Lastly, don’t forget to sign off by thanking them for their time again. In addition, include something along the lines of “Best regards,” “Many thanks,” or “Sincerely,” and possibly your contact information at the end.
3. When to send the email
Write as soon as you can after the interview is over. Ideally, send your email on the same day as your interview or, at the latest, one day later. That shows the interviewer that you’re excited about the job and eager to move forward in the hiring process.
What Should You Say in a Follow-Up Email After an Interview?
Feel free to customize the following example when crafting a follow-up email after a job interview:
Dear [Interviewer’s last name],
I’m writing to express my gratitude for the opportunity to interview for the position of [role]. It was a pleasure speaking with you and learning more about the role and your company.
I appreciate your insights into this position, especially [list some specific details or information that stood out to you]. After our meeting, I am even more excited about this opportunity and believe this position is an excellent match for my skills and interests.
I’m excited to learn about the next steps in the hiring process. In the meantime, please let me know if I can provide any additional information that could aid your decision-making process.
I look forward to hearing from you.
[Your full name]
How Do I Write a Second Follow-Up Email After a Job Interview?
A second follow-up email becomes appropriate if you don’t hear back from the hiring manager or recruiter within a week after sending the thank you email. However, you should be strategic, and here are some tips for getting it right:
Your subject line should be direct and specific. And since you’re following up about the status of your candidacy, it should be clear that’s what you’re doing. Something like “Quick Question About Position Status,” or “Following Up on [job title]” will do the trick.
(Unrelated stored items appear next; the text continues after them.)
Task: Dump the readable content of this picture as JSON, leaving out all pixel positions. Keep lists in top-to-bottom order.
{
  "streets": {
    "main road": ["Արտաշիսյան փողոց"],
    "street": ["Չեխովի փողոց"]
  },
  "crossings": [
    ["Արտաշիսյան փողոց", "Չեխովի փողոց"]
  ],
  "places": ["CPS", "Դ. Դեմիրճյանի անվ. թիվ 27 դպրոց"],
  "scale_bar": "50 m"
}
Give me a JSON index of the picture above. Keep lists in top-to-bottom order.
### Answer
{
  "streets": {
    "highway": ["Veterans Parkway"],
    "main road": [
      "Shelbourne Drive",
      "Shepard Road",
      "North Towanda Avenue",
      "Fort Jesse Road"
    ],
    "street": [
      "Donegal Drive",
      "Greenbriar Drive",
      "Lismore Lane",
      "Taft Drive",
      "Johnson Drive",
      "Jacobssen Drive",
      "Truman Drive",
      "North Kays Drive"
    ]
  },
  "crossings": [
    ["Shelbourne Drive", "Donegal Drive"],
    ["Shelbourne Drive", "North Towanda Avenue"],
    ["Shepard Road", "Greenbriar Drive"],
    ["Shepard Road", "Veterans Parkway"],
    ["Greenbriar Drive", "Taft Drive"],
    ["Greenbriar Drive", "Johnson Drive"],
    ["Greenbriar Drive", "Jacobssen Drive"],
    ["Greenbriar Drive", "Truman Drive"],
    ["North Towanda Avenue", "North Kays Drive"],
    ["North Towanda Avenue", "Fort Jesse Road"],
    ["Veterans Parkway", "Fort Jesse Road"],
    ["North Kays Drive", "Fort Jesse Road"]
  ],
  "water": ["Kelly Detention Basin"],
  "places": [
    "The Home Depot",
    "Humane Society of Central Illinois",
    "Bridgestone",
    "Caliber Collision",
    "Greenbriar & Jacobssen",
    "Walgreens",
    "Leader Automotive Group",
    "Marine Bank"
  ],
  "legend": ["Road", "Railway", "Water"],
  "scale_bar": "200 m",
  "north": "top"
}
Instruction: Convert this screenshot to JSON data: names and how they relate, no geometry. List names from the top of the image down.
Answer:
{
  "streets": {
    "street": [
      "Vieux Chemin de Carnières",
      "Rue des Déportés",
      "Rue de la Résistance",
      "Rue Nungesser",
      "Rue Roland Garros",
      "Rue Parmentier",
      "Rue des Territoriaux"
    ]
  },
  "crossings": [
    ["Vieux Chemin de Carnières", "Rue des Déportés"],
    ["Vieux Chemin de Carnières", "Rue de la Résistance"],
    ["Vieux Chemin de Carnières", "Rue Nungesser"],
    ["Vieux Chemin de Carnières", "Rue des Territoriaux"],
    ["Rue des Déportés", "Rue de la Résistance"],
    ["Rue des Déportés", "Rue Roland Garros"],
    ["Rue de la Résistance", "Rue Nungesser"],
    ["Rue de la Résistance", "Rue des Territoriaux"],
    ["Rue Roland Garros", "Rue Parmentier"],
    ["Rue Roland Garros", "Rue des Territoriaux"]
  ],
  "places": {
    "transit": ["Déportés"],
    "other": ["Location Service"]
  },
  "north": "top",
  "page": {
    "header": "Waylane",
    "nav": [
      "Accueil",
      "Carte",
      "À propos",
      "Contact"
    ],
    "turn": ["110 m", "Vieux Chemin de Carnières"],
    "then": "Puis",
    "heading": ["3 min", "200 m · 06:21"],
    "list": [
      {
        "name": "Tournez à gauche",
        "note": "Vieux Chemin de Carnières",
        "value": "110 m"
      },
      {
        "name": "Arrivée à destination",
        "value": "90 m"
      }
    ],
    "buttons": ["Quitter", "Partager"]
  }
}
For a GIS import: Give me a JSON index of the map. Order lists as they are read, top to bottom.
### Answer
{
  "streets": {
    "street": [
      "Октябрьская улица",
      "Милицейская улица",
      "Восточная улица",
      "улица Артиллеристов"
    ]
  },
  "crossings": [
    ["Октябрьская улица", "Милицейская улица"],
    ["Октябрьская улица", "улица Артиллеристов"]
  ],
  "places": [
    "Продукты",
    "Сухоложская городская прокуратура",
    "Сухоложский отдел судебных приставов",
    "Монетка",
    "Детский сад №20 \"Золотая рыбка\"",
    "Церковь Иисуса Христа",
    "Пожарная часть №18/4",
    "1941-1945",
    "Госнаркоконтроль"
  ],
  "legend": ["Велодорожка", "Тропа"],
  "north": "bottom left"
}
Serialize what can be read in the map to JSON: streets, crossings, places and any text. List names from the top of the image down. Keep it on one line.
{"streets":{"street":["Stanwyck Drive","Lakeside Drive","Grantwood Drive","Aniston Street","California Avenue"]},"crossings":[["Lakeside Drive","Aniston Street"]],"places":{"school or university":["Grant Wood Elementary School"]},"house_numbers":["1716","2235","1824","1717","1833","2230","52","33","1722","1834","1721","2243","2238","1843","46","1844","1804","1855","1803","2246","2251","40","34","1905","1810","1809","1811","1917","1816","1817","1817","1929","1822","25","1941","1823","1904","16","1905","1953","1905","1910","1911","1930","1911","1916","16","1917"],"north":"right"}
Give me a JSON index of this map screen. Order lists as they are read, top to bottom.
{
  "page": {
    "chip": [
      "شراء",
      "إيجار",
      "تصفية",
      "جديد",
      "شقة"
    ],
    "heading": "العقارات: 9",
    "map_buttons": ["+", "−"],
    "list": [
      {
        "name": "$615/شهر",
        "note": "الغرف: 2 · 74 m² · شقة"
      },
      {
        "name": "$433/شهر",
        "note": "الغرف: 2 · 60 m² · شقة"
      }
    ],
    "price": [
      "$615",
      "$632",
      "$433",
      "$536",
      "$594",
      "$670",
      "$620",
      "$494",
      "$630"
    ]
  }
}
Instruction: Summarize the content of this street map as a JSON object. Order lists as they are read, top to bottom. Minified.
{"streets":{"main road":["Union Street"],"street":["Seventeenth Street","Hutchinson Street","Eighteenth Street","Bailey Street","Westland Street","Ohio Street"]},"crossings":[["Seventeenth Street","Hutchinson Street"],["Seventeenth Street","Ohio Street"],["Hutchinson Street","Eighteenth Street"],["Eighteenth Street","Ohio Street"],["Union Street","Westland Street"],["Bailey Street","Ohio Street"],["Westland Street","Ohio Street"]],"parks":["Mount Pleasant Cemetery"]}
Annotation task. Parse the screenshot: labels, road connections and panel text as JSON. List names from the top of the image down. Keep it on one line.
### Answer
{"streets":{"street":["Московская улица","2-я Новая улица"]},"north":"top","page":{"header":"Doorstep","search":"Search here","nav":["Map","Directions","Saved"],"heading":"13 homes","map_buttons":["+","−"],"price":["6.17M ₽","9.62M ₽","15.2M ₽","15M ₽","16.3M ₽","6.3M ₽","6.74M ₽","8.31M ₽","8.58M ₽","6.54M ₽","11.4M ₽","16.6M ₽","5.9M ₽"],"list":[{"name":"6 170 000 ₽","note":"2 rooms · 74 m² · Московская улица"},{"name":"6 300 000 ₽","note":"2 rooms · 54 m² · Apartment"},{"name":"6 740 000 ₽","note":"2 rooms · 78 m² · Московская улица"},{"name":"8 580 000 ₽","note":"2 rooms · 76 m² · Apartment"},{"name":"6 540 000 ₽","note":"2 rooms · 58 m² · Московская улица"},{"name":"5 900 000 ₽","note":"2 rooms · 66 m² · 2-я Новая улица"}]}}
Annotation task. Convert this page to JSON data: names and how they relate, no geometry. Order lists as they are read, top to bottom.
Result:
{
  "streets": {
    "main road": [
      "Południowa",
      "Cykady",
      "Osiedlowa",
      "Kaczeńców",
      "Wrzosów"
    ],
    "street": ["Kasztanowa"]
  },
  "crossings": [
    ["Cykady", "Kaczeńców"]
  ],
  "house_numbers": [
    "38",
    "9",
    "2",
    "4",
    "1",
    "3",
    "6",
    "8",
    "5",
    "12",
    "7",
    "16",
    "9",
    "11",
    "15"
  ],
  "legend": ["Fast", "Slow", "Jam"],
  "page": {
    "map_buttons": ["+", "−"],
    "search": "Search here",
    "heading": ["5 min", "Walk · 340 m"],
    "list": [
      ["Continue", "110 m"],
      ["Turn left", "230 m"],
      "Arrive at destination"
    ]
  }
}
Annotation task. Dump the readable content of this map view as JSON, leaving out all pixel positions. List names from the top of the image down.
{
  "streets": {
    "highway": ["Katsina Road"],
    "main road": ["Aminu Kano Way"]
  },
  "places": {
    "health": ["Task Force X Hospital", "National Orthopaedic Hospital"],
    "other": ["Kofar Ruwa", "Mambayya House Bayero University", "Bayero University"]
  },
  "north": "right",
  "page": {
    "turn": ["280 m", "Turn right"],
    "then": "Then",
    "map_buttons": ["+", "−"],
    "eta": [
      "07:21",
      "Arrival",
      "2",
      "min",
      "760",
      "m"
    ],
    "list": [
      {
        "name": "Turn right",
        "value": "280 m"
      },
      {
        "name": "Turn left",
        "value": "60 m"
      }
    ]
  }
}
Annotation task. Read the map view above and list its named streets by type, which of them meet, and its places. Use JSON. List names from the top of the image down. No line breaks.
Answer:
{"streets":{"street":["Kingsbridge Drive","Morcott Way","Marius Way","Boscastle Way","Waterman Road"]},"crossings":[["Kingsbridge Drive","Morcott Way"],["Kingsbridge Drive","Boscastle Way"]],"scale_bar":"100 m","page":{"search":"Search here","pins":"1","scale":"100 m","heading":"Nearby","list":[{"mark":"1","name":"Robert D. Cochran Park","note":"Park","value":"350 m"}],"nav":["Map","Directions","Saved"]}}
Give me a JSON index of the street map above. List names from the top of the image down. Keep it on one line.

In the first paragraph, include a sentence to provide context for who you are and the position you interviewed for. For example: “As we discussed on January 5th, I am writing to follow up on my application for the assistant editor position.”
Follow up by reaffirming your interest in the position.
In the third paragraph, ask about the status of your candidacy. Don’t be shy here — ask straight up what’s happening regarding filling the role in question! Here are some examples:
- “Do you know when I might expect to hear back regarding this opportunity?”
- “Would you mind furnishing me with your timeframe for deciding on this position?”
Next, offer thanks for their time and consideration. After which, conclude with your full name and contact information.
Example email script
Hi [Interviewer’s last name]
I hope you’re having a great week so far! I just wanted to follow up on my application for the [job title] position at [company name]. I’m very interested in joining your team and helping to [something relevant to the job]!
I know you’re busy, but I was hoping we could get in touch so that I could learn more about the status of my candidacy and how you’d like to proceed.
Additionally, if there are any other questions or opportunities for me to provide more information, please don’t hesitate to reach out. I hope to hear from you soon!
How Do You Ask If you’re Still Being Considered for a Job?
It’s been a couple of weeks since you applied for that job you wanted. You haven’t heard back from the hiring manager, but you’re still interested in the position and want to keep your name in the running.
So how do you ask if your candidacy is still under consideration?
Well, there’s a fine line between being proactive and being annoying. The last thing you want to do is make a negative impression by coming across as pushy or desperate. But it helps to stay top-of-mind for hiring managers, especially if it’s an industry synonymous with job scarcity and fierce competition.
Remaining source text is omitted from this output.